Action item: Each record that follows should be repeated exactly, with no pictures carried over.
------------------------------------------------------------------------
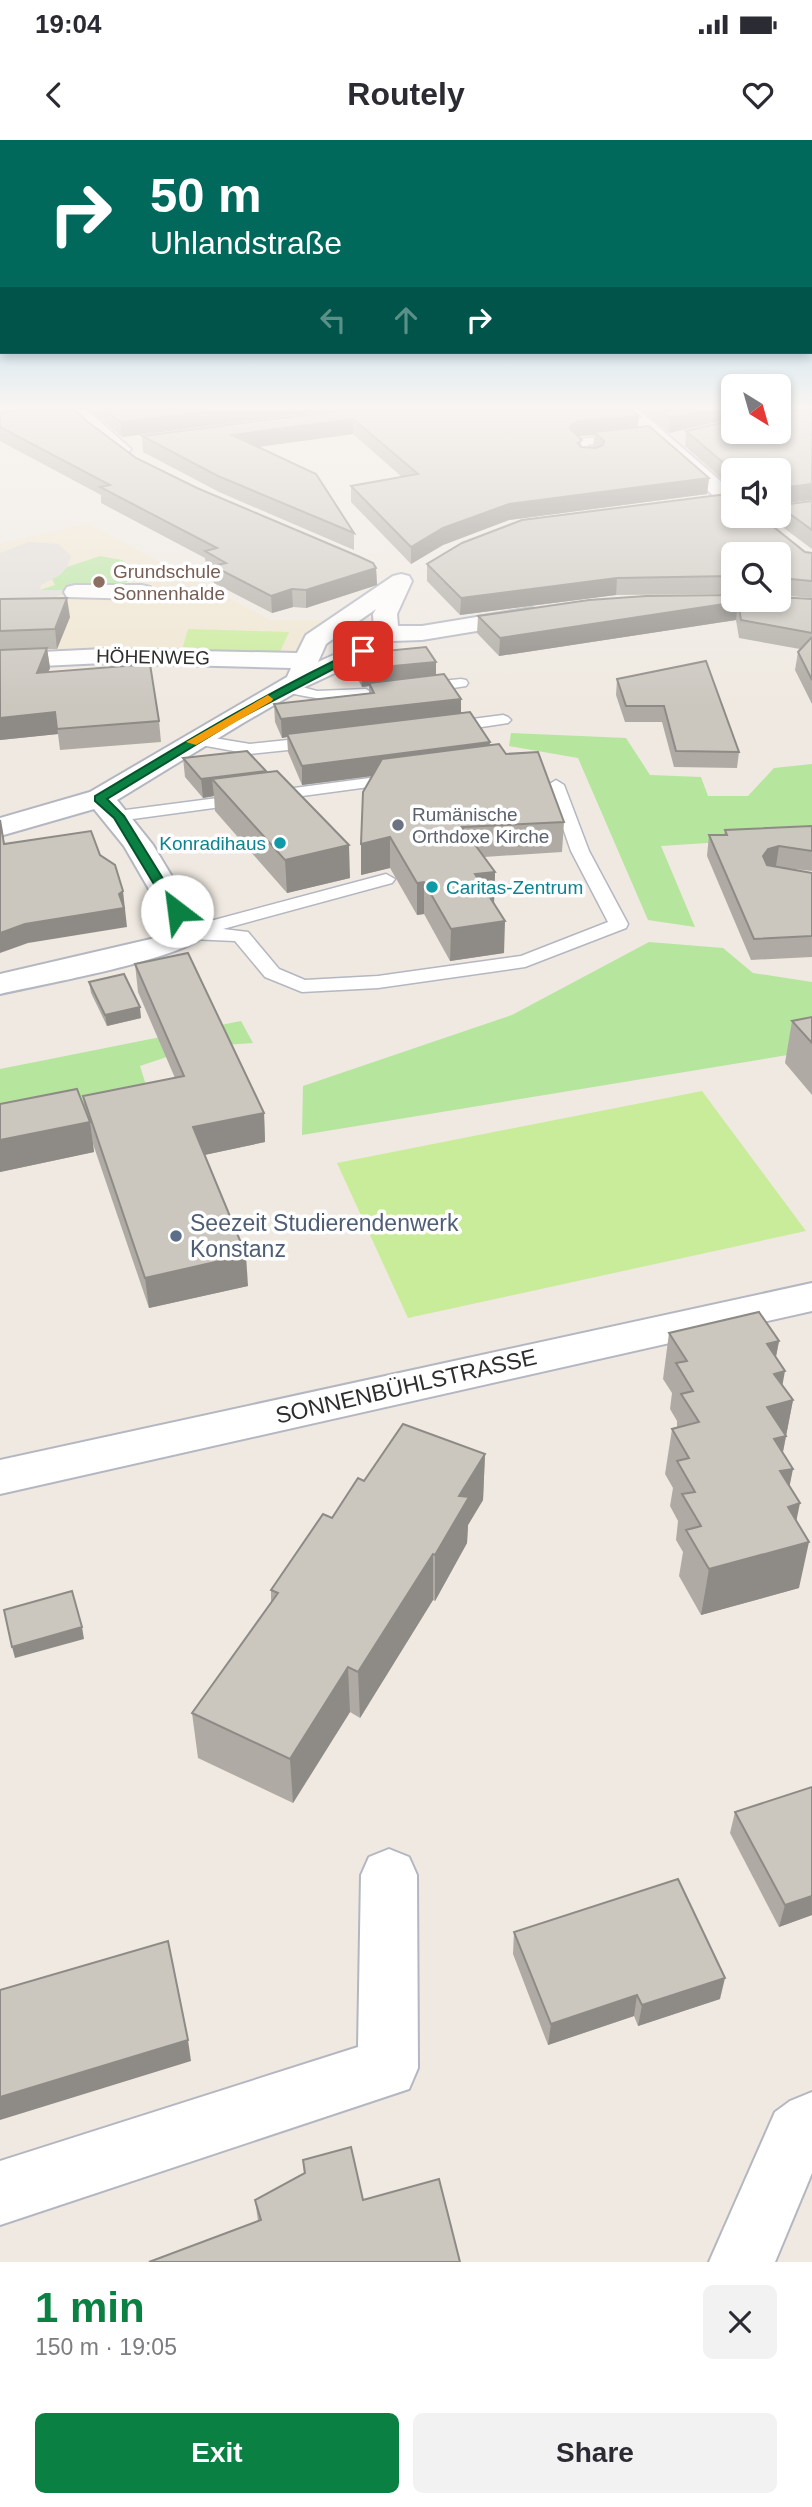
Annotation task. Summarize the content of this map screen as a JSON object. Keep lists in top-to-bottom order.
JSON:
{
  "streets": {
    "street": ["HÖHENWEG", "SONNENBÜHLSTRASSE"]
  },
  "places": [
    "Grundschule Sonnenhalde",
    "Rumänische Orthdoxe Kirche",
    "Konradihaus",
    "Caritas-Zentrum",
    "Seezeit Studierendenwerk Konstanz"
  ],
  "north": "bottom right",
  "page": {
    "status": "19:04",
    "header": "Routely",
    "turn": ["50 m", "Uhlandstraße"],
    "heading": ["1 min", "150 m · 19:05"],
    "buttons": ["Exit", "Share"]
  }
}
------------------------------------------------------------------------
Solution for this exercise:
Annotation task. Summarize the content of this map screen as a JSON object. Keep lists in top-to-bottom order.
JSON:
{
  "streets": {
    "street": ["HÖHENWEG", "SONNENBÜHLSTRASSE"]
  },
  "places": [
    "Grundschule Sonnenhalde",
    "Rumänische Orthdoxe Kirche",
    "Konradihaus",
    "Caritas-Zentrum",
    "Seezeit Studierendenwerk Konstanz"
  ],
  "north": "bottom right",
  "page": {
    "status": "19:04",
    "header": "Routely",
    "turn": ["50 m", "Uhlandstraße"],
    "heading": ["1 min", "150 m · 19:05"],
    "buttons": ["Exit", "Share"]
  }
}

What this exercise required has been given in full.